Segment Open
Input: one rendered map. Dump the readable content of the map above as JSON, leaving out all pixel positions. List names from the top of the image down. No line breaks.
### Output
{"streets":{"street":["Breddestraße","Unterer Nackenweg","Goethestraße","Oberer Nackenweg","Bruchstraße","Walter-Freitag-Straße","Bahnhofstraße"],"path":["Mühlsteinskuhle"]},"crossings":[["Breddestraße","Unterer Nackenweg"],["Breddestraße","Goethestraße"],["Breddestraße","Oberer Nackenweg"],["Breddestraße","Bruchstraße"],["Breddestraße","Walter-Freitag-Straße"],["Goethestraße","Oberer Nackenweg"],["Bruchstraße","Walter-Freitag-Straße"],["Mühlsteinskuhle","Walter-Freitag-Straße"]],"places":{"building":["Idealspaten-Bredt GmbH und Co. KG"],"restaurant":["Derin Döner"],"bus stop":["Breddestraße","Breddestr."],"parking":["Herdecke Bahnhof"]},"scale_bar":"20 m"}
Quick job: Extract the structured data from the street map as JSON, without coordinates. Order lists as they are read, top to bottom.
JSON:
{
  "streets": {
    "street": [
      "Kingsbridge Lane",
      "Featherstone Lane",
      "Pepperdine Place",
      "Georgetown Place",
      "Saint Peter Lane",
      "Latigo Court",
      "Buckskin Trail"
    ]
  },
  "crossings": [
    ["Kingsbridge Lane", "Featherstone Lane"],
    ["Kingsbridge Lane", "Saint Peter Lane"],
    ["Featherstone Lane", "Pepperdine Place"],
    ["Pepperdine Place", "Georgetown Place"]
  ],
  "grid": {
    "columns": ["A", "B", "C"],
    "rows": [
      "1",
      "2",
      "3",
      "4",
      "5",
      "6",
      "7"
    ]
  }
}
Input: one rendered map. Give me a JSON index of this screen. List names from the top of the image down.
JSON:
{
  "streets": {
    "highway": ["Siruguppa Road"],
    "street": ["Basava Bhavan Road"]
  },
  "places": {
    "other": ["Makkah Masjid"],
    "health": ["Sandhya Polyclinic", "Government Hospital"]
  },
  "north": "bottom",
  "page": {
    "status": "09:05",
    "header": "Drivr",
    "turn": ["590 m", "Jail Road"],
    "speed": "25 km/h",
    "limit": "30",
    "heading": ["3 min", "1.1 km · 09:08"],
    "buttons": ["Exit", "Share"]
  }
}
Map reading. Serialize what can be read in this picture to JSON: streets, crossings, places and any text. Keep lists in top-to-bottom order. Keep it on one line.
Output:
Segment Closed
▶ **YOUR OBJECTIVE**
None of the records may be skipped; each is to be repeated exactly.

▶ **TASK RESPONSE**
Input: one rendered map. Dump the readable content of the map above as JSON, leaving out all pixel positions. List names from the top of the image down. No line breaks.
### Output
{"streets":{"street":["Breddestraße","Unterer Nackenweg","Goethestraße","Oberer Nackenweg","Bruchstraße","Walter-Freitag-Straße","Bahnhofstraße"],"path":["Mühlsteinskuhle"]},"crossings":[["Breddestraße","Unterer Nackenweg"],["Breddestraße","Goethestraße"],["Breddestraße","Oberer Nackenweg"],["Breddestraße","Bruchstraße"],["Breddestraße","Walter-Freitag-Straße"],["Goethestraße","Oberer Nackenweg"],["Bruchstraße","Walter-Freitag-Straße"],["Mühlsteinskuhle","Walter-Freitag-Straße"]],"places":{"building":["Idealspaten-Bredt GmbH und Co. KG"],"restaurant":["Derin Döner"],"bus stop":["Breddestraße","Breddestr."],"parking":["Herdecke Bahnhof"]},"scale_bar":"20 m"}
Quick job: Extract the structured data from the street map as JSON, without coordinates. Order lists as they are read, top to bottom.
JSON:
{
  "streets": {
    "street": [
      "Kingsbridge Lane",
      "Featherstone Lane",
      "Pepperdine Place",
      "Georgetown Place",
      "Saint Peter Lane",
      "Latigo Court",
      "Buckskin Trail"
    ]
  },
  "crossings": [
    ["Kingsbridge Lane", "Featherstone Lane"],
    ["Kingsbridge Lane", "Saint Peter Lane"],
    ["Featherstone Lane", "Pepperdine Place"],
    ["Pepperdine Place", "Georgetown Place"]
  ],
  "grid": {
    "columns": ["A", "B", "C"],
    "rows": [
      "1",
      "2",
      "3",
      "4",
      "5",
      "6",
      "7"
    ]
  }
}
Input: one rendered map. Give me a JSON index of this screen. List names from the top of the image down.
JSON:
{
  "streets": {
    "highway": ["Siruguppa Road"],
    "street": ["Basava Bhavan Road"]
  },
  "places": {
    "other": ["Makkah Masjid"],
    "health": ["Sandhya Polyclinic", "Government Hospital"]
  },
  "north": "bottom",
  "page": {
    "status": "09:05",
    "header": "Drivr",
    "turn": ["590 m", "Jail Road"],
    "speed": "25 km/h",
    "limit": "30",
    "heading": ["3 min", "1.1 km · 09:08"],
    "buttons": ["Exit", "Share"]
  }
}
Map reading. Serialize what can be read in this picture to JSON: streets, crossings, places and any text. Keep lists in top-to-bottom order. Keep it on one line.
Output:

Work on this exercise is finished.